---------- THE DATA

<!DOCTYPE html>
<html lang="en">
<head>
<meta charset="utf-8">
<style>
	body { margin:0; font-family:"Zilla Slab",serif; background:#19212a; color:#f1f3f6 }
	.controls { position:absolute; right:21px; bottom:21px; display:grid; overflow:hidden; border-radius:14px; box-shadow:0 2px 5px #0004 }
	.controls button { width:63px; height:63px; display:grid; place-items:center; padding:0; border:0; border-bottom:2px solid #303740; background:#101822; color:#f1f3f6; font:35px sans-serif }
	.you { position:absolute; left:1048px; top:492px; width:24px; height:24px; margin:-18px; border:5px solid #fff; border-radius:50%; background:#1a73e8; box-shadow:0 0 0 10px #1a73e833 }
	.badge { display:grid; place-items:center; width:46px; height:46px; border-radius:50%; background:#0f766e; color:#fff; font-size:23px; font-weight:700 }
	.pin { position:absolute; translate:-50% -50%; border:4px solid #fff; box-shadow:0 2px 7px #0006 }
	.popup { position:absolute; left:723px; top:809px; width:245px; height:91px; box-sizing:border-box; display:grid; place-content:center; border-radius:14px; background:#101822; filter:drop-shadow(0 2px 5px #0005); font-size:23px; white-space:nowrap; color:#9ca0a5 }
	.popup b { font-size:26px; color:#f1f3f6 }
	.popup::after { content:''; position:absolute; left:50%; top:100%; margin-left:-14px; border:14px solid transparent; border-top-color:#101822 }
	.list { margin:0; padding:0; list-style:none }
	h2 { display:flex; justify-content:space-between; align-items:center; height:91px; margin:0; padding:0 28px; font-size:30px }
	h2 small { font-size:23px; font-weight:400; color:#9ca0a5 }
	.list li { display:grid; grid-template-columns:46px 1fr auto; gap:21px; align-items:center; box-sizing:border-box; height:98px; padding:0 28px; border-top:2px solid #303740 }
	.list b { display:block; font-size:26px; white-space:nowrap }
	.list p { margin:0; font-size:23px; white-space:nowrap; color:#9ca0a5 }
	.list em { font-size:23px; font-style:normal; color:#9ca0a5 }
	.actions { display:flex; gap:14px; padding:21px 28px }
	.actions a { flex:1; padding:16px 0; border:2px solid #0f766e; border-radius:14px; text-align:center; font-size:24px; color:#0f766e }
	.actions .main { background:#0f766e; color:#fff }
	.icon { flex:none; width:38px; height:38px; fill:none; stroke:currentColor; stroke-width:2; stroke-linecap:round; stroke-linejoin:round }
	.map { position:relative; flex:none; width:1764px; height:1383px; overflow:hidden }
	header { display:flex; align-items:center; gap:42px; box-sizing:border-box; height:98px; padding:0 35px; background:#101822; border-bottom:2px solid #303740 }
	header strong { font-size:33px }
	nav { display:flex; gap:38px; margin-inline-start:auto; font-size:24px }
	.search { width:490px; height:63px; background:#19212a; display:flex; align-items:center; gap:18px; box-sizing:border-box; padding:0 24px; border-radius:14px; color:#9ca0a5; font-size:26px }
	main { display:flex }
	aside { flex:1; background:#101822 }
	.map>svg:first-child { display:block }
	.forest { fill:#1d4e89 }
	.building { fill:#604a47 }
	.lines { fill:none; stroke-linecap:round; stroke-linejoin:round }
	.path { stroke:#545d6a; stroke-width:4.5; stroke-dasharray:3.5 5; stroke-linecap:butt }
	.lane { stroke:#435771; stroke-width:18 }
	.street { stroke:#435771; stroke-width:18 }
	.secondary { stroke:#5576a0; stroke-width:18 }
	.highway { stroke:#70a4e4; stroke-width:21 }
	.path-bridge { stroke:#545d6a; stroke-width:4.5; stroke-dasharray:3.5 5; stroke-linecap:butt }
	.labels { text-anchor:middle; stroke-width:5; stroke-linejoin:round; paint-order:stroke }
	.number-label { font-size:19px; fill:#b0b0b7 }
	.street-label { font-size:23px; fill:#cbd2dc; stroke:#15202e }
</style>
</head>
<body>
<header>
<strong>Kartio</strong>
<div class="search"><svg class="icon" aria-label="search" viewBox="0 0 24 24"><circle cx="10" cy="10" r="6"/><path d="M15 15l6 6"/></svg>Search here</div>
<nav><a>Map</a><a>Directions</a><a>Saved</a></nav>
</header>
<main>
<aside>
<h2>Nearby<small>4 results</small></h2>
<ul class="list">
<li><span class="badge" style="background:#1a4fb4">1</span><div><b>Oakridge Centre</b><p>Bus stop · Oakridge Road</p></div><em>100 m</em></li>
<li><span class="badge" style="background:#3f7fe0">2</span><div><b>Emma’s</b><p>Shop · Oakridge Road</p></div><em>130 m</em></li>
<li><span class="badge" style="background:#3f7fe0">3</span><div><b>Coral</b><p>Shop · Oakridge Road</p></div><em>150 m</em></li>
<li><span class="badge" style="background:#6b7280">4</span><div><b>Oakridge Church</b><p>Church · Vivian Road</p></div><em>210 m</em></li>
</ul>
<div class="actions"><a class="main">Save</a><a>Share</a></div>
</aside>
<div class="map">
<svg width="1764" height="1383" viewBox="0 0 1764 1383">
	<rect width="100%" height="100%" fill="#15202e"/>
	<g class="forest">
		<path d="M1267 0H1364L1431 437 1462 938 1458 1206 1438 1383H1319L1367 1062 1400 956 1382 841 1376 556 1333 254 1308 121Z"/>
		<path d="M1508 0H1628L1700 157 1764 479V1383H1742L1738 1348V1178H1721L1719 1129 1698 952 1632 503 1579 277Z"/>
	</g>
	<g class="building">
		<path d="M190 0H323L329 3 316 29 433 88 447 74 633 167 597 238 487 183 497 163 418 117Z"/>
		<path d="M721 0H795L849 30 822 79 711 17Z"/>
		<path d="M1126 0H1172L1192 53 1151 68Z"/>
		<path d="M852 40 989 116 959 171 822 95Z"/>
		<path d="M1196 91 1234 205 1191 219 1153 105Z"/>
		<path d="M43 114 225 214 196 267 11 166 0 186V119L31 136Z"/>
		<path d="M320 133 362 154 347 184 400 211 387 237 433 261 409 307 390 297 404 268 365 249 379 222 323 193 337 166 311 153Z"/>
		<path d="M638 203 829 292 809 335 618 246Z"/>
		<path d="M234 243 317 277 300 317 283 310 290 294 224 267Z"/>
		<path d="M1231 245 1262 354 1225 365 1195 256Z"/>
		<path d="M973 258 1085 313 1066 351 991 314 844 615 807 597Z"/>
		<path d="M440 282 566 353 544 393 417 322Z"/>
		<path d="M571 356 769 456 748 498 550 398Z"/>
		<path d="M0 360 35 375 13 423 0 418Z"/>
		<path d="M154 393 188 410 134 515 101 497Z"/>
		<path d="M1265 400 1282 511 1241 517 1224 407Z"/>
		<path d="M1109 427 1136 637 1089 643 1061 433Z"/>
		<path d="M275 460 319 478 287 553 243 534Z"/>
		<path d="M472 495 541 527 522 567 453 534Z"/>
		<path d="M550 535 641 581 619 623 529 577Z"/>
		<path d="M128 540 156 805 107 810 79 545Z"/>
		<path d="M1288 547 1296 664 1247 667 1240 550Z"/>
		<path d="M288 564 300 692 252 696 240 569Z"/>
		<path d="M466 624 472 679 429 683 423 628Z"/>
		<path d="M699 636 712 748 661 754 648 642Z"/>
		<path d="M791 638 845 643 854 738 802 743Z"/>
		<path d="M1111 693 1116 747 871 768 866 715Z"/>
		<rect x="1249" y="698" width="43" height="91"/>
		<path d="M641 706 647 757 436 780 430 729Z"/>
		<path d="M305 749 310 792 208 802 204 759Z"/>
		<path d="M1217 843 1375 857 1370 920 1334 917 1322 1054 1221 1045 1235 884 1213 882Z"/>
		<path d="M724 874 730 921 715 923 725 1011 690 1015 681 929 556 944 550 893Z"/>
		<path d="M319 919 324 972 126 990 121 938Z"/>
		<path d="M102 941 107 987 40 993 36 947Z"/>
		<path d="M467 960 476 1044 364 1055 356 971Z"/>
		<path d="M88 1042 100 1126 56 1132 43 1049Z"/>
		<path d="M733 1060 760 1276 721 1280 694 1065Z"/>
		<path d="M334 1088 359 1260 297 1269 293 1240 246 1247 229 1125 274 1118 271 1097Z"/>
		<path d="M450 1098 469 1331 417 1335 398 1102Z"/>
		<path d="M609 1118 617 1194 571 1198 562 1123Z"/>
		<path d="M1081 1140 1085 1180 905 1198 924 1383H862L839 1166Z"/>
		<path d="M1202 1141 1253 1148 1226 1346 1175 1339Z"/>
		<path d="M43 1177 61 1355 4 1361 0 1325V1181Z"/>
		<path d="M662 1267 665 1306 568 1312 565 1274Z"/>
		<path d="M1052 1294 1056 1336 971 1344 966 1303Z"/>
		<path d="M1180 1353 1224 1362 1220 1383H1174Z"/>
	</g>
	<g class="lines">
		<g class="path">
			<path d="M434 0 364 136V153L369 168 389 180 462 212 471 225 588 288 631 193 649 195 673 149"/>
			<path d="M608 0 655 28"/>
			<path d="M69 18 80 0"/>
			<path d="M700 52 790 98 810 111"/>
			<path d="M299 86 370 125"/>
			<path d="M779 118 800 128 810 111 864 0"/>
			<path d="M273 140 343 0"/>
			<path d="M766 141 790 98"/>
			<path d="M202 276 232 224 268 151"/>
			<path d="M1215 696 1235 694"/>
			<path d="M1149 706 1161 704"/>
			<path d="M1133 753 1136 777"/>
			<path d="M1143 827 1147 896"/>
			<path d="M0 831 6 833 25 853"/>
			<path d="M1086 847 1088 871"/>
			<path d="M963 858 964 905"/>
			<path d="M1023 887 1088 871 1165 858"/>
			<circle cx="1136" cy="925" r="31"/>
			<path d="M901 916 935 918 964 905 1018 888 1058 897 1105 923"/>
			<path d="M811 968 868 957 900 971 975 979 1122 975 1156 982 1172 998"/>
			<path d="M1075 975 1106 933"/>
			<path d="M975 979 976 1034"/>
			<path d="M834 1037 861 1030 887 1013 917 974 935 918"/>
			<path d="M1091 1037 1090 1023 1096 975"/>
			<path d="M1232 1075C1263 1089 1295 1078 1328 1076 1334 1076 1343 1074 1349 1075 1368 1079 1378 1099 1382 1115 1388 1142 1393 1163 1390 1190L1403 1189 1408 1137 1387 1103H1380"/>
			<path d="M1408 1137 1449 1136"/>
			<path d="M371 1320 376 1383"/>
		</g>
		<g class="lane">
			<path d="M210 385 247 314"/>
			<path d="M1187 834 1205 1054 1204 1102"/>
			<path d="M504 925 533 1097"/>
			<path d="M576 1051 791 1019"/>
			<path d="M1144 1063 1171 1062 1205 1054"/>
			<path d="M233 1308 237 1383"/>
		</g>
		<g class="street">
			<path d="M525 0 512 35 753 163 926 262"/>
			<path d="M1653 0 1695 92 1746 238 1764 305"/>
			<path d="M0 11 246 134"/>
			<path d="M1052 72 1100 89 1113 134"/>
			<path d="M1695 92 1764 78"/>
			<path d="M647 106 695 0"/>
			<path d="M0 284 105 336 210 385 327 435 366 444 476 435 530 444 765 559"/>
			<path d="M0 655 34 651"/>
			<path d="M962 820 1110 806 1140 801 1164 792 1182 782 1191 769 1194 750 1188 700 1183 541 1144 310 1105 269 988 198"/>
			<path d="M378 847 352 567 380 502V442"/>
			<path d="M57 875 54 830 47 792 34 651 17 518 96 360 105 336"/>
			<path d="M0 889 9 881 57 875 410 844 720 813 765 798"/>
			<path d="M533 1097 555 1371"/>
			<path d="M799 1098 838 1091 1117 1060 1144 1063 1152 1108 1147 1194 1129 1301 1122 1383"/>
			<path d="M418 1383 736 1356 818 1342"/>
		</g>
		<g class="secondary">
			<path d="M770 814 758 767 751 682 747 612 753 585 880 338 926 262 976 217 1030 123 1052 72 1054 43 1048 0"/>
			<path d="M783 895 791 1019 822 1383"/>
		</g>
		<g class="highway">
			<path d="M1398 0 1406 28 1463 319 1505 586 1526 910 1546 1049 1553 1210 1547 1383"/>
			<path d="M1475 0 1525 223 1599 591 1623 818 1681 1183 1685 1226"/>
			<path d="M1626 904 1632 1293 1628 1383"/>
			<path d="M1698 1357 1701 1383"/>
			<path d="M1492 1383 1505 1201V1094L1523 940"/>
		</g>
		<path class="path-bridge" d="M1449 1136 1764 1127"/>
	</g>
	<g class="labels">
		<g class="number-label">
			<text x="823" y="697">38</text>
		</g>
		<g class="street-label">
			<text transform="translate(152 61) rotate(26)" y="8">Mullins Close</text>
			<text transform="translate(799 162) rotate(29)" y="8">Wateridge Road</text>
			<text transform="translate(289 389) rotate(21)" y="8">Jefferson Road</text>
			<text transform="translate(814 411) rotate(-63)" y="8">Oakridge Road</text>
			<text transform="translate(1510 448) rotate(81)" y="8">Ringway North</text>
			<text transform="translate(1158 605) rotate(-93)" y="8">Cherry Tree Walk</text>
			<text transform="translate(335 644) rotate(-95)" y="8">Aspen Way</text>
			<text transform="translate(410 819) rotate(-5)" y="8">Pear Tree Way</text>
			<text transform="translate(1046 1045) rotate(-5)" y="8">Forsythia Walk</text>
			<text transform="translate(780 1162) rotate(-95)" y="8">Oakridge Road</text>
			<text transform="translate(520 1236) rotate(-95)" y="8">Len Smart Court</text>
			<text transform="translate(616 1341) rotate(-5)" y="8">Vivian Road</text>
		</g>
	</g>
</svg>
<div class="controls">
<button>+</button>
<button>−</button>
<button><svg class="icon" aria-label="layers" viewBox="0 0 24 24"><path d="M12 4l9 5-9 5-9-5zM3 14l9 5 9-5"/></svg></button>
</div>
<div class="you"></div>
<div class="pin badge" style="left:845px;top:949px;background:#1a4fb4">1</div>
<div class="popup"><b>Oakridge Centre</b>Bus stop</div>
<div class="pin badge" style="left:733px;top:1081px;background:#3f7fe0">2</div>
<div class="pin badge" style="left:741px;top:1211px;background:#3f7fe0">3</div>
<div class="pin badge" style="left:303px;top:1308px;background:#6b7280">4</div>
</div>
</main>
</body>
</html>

--------------------

## PROBLEM REQUIREMENTS:
Wherever a line in the data above contains the word "content", copy that line.

## SOLUTION TO THIS TASK:
	.popup { position:absolute; left:723px; top:809px; width:245px; height:91px; box-sizing:border-box; display:grid; place-content:center; border-radius:14px; background:#101822; filter:drop-shadow(0 2px 5px #0005); font-size:23px; white-space:nowrap; color:#9ca0a5 }
	.popup::after { content:''; position:absolute; left:50%; top:100%; margin-left:-14px; border:14px solid transparent; border-top-color:#101822 }
	h2 { display:flex; justify-content:space-between; align-items:center; height:91px; margin:0; padding:0 28px; font-size:30px }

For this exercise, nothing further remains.